The Hunter Research Foundation (HRF) welcomed economist Dr Alan Rai to its research team this month.
Alan joined the HRF as Principal Economic Research Fellow from the CSIRO’s Energy Technology Centre, where he was part of their economics team examining costing and policy implications for CSIRO projects.
A Hunter local, who moved to Australia with his family from India when he was five and came to Newcastle when he was 10, Alan attended St Mary’s High School in Gateshead and St Francis Xavier senior school, before completing a double degree in commerce and economics from the University of Newcastle.
On graduating from his degree in 2003, Alan completed an honours year at Macquarie University before transitioning from a summer cadetship with the Reserve Bank of Australia into their graduate program. He spent seven years at the Bank, during which time he also completed his doctoral study, through the University of New South Wales, on the relationship between financial markets and the economy. He then lectured in Finance at Macquarie University before joining CSIRO in April 2013, bringing his wife and son back to their home town to be close to family.

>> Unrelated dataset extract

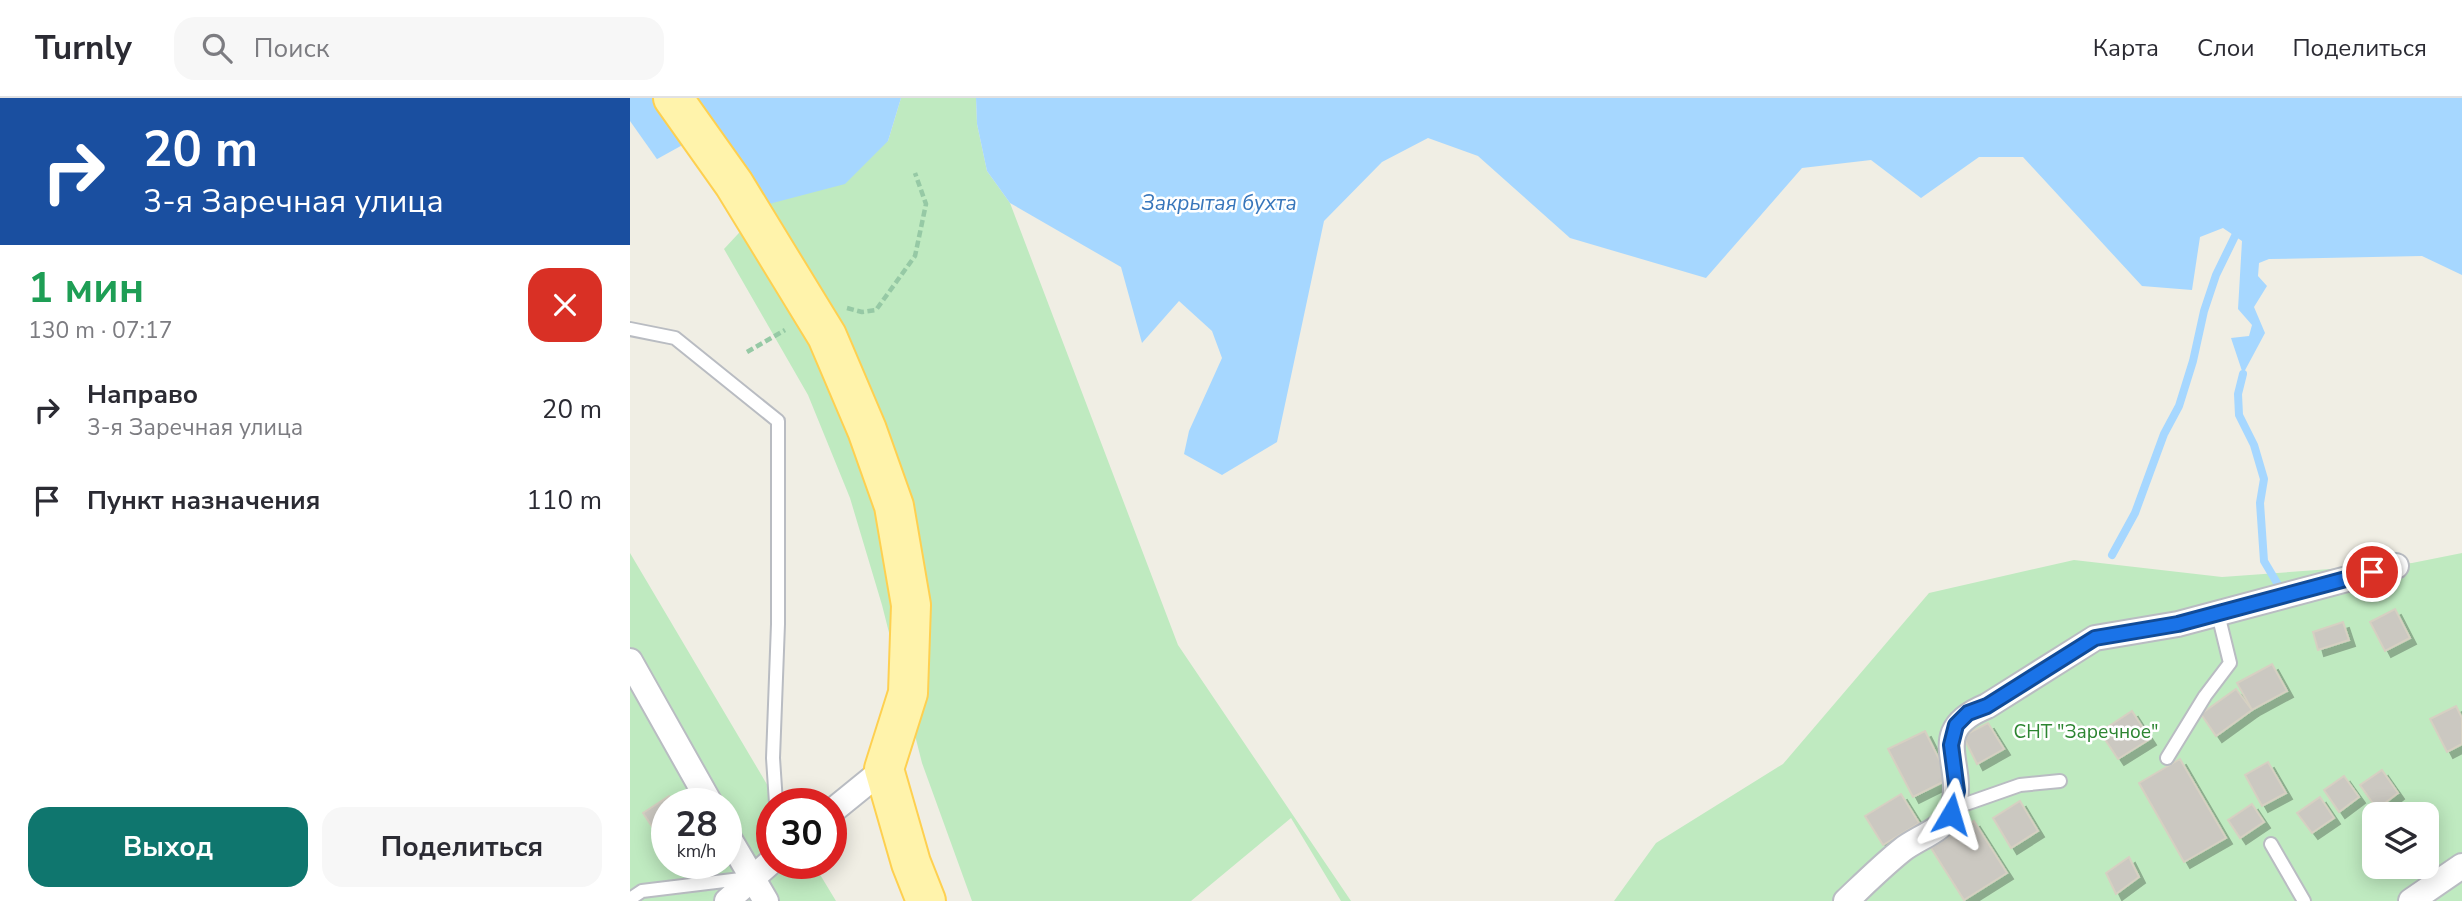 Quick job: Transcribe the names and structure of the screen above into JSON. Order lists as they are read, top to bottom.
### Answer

Family was not the only motivation that drove Alan back to the Hunter.
“I also wanted to bring my skills and training and put them to use in the Hunter and its community,” Alan said.
“I applied some of those skills and training at the CSIRO, though not to the extent I desired, as much of what we did had a nation-wide effect rather than being Region-specific.”
Alan anticipates that his new role, as Principal Economic Research Fellow, will provide him with an opportunity to drill down into the Hunter economy and the many issues affecting it. He is also looking forward to playing an active role in the Foundation’s more commercially-focused contracted research program.
“The HRF also offers the chance to develop my expertise beyond pure research and add more client-focused, outward-facing engagement to my skills set.”
The Hunter Research Foundation (HRF) Centre is focussed on delivering independent and engage regional research and analysis. It represents a partnership forged between the long-standing Hunter Research Foundation and the University of Newcastle.